EXERCISE: Scan the records for "strokeStyle". Show the matching lines.

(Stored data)
+---+

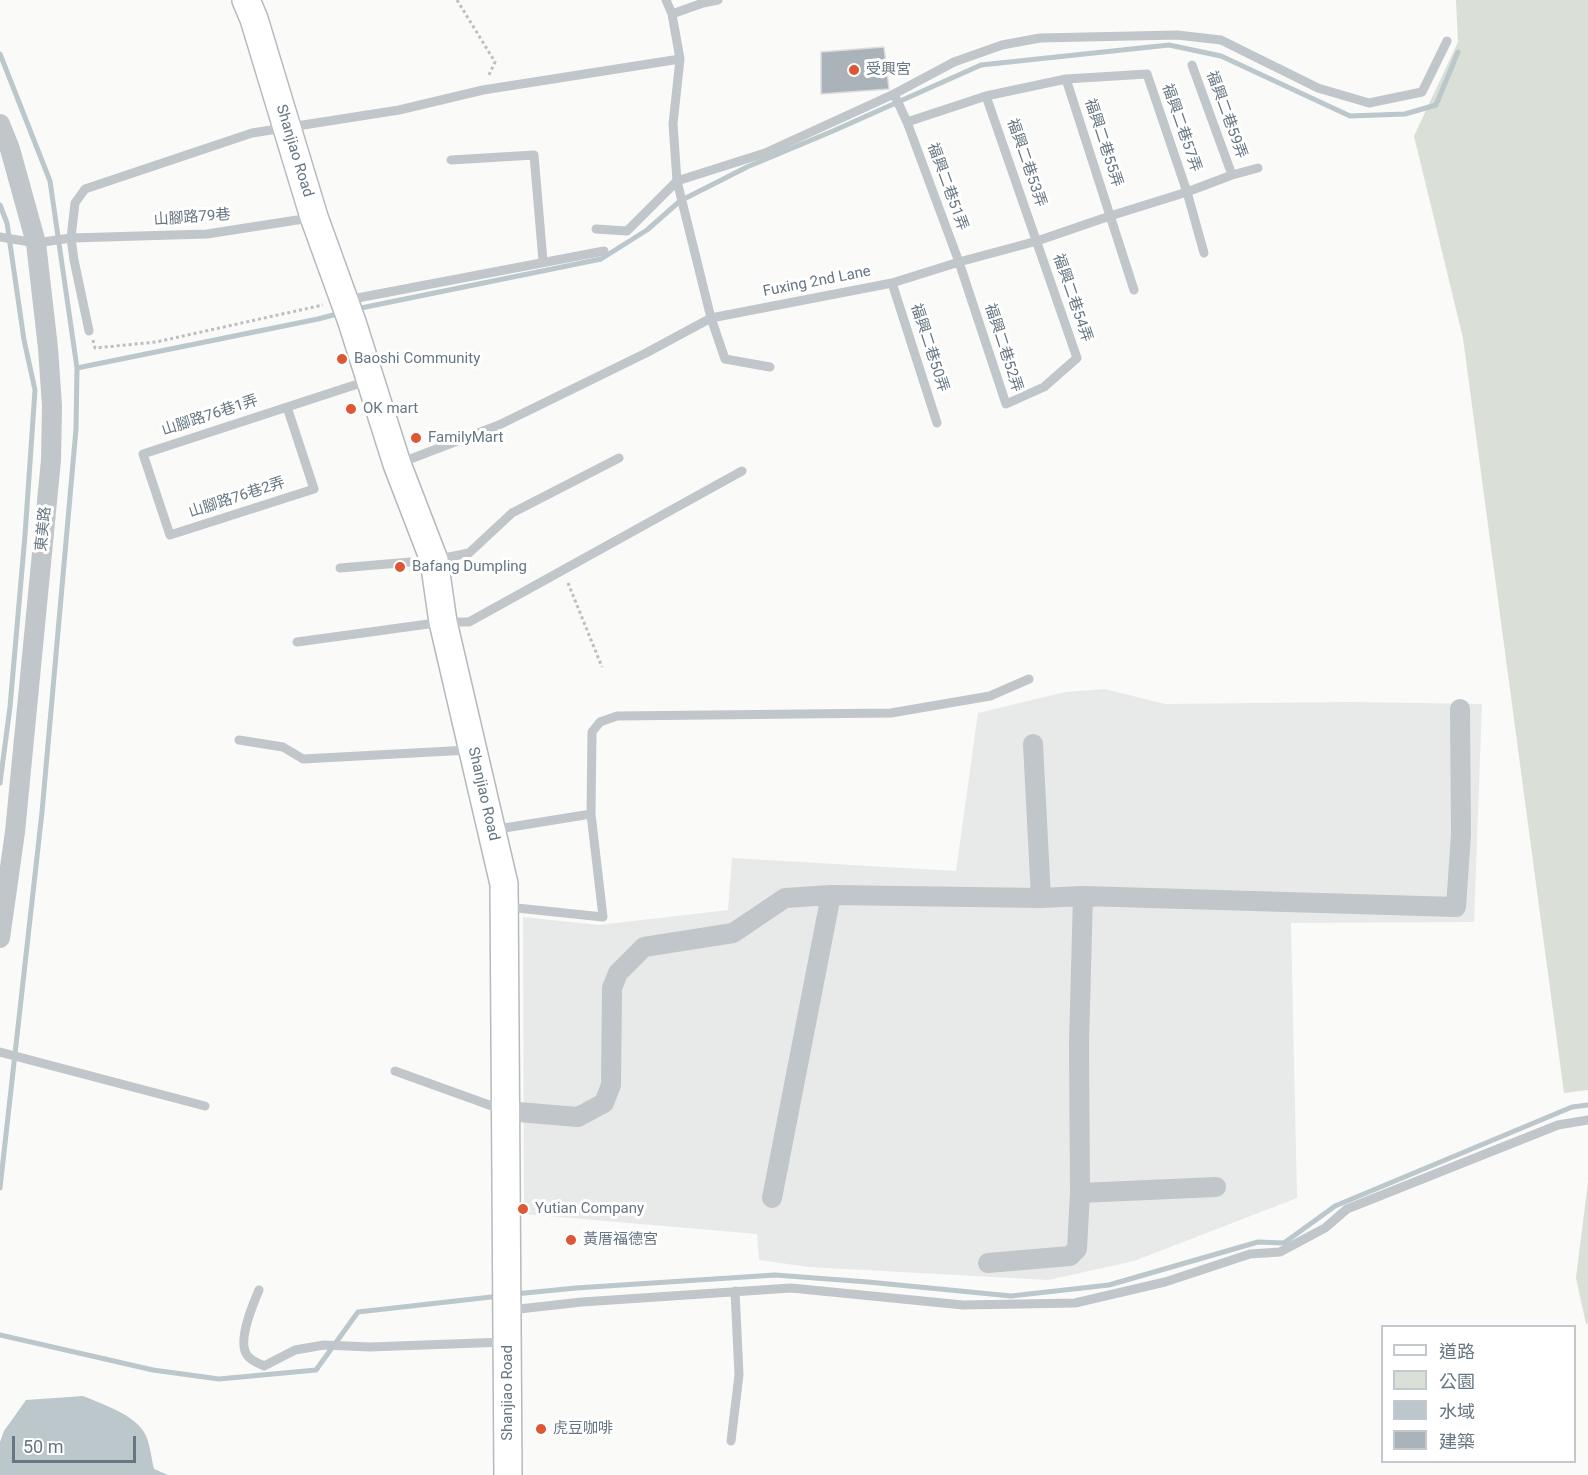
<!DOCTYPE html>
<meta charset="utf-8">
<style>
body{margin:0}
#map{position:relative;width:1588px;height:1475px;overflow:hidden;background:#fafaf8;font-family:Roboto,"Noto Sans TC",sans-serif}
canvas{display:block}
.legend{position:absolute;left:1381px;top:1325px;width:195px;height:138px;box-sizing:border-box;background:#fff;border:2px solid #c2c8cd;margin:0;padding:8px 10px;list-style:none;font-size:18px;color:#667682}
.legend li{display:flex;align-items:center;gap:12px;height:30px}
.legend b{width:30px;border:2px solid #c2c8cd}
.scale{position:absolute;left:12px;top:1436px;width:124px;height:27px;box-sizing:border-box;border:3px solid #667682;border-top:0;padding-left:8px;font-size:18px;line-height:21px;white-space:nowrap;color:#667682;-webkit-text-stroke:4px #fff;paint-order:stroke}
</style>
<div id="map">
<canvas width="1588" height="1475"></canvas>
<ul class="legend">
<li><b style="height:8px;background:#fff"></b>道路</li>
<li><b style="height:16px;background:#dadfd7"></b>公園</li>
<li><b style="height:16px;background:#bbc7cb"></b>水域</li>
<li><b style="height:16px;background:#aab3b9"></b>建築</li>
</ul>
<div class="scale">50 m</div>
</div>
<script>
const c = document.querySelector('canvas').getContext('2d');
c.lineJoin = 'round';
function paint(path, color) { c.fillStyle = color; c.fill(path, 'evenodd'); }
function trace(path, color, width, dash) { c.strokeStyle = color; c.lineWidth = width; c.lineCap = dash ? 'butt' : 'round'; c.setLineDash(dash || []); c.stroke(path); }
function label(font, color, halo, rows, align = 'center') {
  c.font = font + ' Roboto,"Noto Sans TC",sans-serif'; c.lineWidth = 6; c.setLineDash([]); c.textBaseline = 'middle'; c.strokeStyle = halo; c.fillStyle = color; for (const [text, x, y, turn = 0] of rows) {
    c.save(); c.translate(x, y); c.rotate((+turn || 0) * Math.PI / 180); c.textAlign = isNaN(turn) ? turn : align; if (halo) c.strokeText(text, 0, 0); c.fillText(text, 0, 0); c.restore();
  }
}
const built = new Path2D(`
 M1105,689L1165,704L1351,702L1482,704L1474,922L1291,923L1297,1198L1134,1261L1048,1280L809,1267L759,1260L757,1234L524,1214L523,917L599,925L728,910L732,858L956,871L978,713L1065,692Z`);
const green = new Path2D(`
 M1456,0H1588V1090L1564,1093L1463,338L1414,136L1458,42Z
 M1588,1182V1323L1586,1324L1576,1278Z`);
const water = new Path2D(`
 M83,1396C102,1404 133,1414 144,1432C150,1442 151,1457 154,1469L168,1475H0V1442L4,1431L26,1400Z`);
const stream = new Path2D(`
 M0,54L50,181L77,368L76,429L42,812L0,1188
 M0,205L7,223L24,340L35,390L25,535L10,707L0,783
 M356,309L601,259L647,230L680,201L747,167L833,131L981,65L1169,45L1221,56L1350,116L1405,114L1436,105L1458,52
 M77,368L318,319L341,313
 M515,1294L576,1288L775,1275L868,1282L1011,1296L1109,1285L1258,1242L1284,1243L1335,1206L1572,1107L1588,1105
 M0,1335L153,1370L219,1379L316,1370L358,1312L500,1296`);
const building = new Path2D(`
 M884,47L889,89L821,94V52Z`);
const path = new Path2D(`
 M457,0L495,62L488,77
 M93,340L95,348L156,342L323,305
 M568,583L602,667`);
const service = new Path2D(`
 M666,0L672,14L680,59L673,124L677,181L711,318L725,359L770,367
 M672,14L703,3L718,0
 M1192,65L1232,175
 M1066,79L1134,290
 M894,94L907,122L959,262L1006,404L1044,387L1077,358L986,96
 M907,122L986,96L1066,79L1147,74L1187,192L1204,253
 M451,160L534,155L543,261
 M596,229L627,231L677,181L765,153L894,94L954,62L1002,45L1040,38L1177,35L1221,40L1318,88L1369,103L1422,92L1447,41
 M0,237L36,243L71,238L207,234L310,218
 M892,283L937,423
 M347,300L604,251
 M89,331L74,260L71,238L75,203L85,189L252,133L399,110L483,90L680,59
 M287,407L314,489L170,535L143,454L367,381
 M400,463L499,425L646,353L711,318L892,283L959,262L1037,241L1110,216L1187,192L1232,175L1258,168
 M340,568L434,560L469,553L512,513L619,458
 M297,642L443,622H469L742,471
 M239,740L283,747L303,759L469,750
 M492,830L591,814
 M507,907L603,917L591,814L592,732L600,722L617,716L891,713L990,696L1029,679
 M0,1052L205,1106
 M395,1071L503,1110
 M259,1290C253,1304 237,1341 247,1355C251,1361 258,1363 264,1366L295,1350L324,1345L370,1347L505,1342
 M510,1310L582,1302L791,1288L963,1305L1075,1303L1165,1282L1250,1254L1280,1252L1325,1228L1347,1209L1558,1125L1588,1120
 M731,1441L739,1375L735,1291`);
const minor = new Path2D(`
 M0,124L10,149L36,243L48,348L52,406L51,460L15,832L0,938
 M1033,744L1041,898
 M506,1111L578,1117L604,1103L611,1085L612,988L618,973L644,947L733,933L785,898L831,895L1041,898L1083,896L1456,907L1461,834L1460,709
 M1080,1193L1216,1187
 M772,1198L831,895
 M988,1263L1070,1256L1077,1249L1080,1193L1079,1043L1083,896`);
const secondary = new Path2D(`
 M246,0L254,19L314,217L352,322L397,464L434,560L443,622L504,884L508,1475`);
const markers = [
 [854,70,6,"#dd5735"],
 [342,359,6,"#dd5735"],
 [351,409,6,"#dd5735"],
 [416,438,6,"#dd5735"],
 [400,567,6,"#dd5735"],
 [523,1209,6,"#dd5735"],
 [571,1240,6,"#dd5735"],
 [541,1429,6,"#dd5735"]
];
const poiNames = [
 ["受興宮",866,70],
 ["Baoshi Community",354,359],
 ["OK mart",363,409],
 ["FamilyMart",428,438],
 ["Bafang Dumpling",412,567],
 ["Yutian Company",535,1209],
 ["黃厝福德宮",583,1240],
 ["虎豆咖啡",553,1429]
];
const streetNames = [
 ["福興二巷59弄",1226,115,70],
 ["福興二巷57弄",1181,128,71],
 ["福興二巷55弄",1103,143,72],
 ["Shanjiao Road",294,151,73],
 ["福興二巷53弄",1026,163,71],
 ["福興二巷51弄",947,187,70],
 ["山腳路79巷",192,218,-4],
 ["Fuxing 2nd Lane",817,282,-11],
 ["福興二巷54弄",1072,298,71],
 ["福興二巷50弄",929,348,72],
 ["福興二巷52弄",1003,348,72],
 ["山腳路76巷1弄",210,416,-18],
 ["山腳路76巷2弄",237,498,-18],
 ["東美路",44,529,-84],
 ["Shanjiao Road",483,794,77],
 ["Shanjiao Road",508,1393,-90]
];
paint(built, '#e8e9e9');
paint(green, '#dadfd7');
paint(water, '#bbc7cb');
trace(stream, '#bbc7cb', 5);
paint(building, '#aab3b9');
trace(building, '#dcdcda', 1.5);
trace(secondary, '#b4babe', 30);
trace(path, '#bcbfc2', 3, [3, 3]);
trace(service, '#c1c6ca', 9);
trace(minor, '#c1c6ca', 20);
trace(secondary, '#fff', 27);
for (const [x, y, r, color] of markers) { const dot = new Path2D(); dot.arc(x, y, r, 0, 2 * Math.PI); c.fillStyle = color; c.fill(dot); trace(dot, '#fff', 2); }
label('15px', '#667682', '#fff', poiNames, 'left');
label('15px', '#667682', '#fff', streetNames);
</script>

+---+

WRITTEN REPLY:
function trace(path, color, width, dash) { c.strokeStyle = color; c.lineWidth = width; c.lineCap = dash ? 'butt' : 'round'; c.setLineDash(dash || []); c.stroke(path); }
  c.font = font + ' Roboto,"Noto Sans TC",sans-serif'; c.lineWidth = 6; c.setLineDash([]); c.textBaseline = 'middle'; c.strokeStyle = halo; c.fillStyle = color; for (const [text, x, y, turn = 0] of rows) {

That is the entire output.